Madhu Bhaskaran. Pic supplied

In her new position too, she hopes to make a difference. “We are all different even as women, our pathways, challenges and perspectives are different. That will be a focus for me as we take Women in STEMM Australia forward”

To someone with Bhaskaran’s engineering sensibility, the future is exciting. Her work on electronic skin and wearable sensors has been patented and her group now works collaboratively with multiple industry and design partners to commercialise the technology for healthcare and aged care. Her team have also won a Knowledge Commercialisation Award (KCA) in 2021 for Best Industry Collaboration.

In March this year, she helped launched a world-first smart monitoring system, REMi. in collaboration with advanced manufacturing company Sleeptite. REMi is the result of an Australian Government Cooperative Research Centres—Project (CRC-P) grant and sees fundamental research taken from the labs of RMIT and translated into a commercial outcome set to benefit the lives of everyday Australians.

“It’s more of an overnight monitoring to know the person is in bed, to prevent falls from bed and it serves as an alarm system that is connected to a dashboard so the person who is giving are knows exactly what is happening and is able to be at the right place at the right time,” explains Bhaskaran.

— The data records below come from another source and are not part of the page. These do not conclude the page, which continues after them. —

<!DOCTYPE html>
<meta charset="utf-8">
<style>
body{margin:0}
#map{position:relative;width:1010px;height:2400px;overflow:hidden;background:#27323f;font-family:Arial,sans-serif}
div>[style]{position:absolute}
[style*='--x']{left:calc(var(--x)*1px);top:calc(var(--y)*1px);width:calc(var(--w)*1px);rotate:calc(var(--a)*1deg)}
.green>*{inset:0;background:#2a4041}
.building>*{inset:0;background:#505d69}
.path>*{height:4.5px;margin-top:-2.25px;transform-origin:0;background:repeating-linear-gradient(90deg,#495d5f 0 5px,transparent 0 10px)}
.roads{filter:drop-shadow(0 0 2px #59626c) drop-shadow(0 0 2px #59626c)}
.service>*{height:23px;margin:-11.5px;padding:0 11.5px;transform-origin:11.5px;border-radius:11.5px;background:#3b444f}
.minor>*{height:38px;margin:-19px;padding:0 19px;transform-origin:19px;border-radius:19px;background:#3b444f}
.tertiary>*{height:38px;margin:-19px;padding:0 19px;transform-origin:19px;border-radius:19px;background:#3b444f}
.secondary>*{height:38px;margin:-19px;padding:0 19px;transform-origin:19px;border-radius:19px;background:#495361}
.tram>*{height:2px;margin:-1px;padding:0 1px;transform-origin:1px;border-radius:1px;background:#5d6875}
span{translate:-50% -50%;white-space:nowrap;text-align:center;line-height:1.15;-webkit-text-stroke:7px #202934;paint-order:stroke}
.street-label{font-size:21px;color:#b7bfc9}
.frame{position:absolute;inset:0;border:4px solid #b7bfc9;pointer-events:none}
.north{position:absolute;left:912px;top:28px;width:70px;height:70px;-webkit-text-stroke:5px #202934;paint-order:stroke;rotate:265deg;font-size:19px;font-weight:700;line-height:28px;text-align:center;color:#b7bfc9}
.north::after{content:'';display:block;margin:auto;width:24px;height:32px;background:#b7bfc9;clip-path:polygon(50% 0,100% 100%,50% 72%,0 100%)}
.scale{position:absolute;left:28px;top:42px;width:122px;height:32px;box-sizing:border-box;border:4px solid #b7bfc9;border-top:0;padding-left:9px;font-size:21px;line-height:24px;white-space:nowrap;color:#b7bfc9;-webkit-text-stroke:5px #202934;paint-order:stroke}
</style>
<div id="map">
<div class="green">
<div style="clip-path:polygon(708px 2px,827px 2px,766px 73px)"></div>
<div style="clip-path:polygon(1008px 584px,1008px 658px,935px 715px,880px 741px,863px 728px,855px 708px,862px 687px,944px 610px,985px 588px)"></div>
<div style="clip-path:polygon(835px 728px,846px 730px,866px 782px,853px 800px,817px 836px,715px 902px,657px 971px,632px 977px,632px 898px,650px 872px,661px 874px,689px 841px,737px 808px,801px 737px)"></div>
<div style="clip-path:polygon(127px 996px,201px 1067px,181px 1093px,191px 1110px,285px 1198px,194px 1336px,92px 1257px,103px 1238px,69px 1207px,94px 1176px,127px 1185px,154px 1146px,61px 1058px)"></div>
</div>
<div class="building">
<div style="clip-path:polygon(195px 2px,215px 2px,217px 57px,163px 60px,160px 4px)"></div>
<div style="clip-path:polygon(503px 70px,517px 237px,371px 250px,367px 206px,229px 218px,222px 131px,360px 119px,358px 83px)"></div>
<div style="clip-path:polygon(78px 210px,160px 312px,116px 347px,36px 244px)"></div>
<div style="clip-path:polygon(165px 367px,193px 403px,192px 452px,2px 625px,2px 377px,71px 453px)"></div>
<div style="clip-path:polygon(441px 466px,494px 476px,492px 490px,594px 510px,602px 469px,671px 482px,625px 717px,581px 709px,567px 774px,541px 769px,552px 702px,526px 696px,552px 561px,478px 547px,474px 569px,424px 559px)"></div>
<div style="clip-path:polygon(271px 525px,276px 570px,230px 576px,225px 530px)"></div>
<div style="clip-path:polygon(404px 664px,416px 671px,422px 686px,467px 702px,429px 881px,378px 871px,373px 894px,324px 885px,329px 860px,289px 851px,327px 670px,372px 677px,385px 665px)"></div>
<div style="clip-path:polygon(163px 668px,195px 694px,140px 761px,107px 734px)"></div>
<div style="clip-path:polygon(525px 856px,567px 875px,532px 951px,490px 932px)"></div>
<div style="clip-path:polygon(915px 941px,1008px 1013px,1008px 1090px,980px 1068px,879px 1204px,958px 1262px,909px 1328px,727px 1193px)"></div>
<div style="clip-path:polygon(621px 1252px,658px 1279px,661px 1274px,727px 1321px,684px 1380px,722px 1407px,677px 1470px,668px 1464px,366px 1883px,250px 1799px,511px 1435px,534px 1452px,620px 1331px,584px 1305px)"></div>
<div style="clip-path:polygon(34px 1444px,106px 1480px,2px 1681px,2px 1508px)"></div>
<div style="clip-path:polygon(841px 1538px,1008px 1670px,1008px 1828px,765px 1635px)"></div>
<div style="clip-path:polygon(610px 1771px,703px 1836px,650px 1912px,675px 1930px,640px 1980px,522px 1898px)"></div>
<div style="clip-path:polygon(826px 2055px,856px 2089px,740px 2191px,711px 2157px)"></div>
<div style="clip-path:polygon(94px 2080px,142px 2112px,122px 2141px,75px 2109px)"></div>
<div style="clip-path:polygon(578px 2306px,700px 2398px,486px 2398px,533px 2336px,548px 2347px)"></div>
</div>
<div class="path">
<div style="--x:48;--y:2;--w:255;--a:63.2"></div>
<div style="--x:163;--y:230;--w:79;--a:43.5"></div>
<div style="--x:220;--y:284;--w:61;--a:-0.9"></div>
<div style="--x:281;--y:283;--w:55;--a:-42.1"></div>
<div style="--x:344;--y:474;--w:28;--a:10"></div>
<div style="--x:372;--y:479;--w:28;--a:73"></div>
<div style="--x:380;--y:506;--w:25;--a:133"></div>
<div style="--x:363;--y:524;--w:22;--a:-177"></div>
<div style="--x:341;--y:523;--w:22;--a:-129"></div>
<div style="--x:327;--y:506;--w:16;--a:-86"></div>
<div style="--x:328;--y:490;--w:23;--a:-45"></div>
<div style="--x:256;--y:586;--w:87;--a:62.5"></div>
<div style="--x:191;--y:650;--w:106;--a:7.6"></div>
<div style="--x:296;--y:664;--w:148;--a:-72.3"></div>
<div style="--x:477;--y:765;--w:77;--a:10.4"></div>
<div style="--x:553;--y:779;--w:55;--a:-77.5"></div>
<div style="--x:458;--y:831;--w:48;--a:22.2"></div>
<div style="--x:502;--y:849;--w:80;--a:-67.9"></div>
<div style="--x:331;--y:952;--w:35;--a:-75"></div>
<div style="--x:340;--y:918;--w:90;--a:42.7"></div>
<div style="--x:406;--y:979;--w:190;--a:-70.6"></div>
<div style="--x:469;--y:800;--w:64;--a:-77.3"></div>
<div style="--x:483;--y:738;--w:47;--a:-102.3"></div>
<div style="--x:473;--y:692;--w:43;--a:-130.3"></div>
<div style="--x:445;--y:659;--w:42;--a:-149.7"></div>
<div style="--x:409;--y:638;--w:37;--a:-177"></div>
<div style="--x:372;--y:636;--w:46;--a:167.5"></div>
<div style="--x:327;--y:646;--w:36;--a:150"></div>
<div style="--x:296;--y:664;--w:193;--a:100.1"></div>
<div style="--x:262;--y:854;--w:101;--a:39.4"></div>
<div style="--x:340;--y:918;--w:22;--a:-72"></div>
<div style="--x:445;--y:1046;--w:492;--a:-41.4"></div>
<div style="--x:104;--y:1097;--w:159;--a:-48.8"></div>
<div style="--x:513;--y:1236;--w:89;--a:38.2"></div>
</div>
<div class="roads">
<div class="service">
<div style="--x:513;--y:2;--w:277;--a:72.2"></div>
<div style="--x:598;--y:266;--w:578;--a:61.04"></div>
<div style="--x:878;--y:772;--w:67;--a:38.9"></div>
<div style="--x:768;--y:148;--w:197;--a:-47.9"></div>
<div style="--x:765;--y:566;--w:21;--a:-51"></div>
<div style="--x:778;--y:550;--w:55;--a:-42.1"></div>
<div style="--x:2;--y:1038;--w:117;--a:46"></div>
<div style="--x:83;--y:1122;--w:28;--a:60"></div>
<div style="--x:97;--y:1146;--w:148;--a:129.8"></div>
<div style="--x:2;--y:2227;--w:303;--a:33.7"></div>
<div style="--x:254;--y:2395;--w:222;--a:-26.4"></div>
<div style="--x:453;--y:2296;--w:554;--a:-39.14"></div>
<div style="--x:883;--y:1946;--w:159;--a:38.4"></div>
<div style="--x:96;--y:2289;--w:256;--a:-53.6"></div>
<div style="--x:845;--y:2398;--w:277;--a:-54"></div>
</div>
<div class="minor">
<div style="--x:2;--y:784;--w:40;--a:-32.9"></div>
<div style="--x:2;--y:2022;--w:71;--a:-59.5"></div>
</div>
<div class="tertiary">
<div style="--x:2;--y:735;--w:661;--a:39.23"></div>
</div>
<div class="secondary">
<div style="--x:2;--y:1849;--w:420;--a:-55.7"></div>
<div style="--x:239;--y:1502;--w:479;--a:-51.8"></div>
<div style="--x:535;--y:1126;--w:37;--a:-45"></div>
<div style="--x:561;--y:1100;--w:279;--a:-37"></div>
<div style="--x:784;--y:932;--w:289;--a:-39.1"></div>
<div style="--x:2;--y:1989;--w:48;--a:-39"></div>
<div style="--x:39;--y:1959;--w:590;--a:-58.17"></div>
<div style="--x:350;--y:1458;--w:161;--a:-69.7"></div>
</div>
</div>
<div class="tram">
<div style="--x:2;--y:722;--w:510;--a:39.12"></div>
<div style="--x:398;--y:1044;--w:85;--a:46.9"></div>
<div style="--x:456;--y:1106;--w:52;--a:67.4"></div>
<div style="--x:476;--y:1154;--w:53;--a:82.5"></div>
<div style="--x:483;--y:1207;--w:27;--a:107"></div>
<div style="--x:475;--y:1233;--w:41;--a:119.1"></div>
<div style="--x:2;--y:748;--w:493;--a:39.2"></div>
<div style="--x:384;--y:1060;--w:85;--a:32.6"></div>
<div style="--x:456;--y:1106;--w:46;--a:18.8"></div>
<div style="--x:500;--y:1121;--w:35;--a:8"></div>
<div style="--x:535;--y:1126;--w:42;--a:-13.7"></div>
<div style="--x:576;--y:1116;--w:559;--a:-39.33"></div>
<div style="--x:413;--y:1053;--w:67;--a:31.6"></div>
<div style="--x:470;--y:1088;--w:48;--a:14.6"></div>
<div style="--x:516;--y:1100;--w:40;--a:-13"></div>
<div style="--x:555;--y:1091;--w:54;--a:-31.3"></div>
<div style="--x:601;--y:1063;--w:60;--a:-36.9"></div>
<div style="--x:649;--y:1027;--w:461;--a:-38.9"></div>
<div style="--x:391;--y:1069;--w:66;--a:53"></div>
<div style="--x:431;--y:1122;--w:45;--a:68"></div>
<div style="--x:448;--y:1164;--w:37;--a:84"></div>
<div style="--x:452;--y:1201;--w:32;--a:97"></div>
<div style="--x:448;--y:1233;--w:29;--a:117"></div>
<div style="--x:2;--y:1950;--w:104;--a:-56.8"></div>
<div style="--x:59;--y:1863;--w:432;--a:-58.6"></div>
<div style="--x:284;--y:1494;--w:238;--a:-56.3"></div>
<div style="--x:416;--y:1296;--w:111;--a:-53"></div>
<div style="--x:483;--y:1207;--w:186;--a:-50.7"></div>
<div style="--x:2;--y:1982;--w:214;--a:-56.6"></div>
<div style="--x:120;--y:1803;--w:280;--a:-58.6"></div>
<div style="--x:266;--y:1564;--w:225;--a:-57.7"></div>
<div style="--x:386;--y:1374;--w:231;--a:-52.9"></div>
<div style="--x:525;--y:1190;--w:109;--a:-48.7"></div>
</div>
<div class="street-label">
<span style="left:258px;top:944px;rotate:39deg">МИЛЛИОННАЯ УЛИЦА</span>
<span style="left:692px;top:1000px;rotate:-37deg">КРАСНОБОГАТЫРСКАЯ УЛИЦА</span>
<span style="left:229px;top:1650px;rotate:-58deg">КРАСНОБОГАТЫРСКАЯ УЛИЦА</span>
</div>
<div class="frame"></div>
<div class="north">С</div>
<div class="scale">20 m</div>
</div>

“I love the current work that I am doing and I love the fact that it is so versatile. Sensors can be used in healthcare, aged care, it has applications in defence and in most sectors,” she says, adding, “I am very satisfied by the fact that you can empower people with all this information to allow them to make right decisions.”

Bhaskaran has received numerous awards for her innovative research, industry collaborations and leadership, such as the Batterham Medal from the Australian Academy of Technology & Engineering, the Frederick White Prize from the Australian Academy of Science, and the Eureka Prize for Outstanding Early Career Researcher.

But more importantly, winning the 40 Under 40: Most Influential Asian-Australian Awards (2020) has been humbling for her. “I have been awarded for specific research and breakthroughs but this felt like I was being awarded for being a role model migrant in some sense,” she reflects.

To young girls wanting a career in STEM, Bhaskaran’s word of advice is: “Find all the information you can find and make informed choices. Find people who can help you make those career choices by giving you insights into what those careers look like. I am not saying everybody in the future has to be an engineer, but if you choose not to be an engineer, make that decision by knowing exactly what an engineer does or does not do.”

There might not be many role models among women in STEM. But Bhaskaran’s intellectual energy is inspiring and cannot go unnoticed.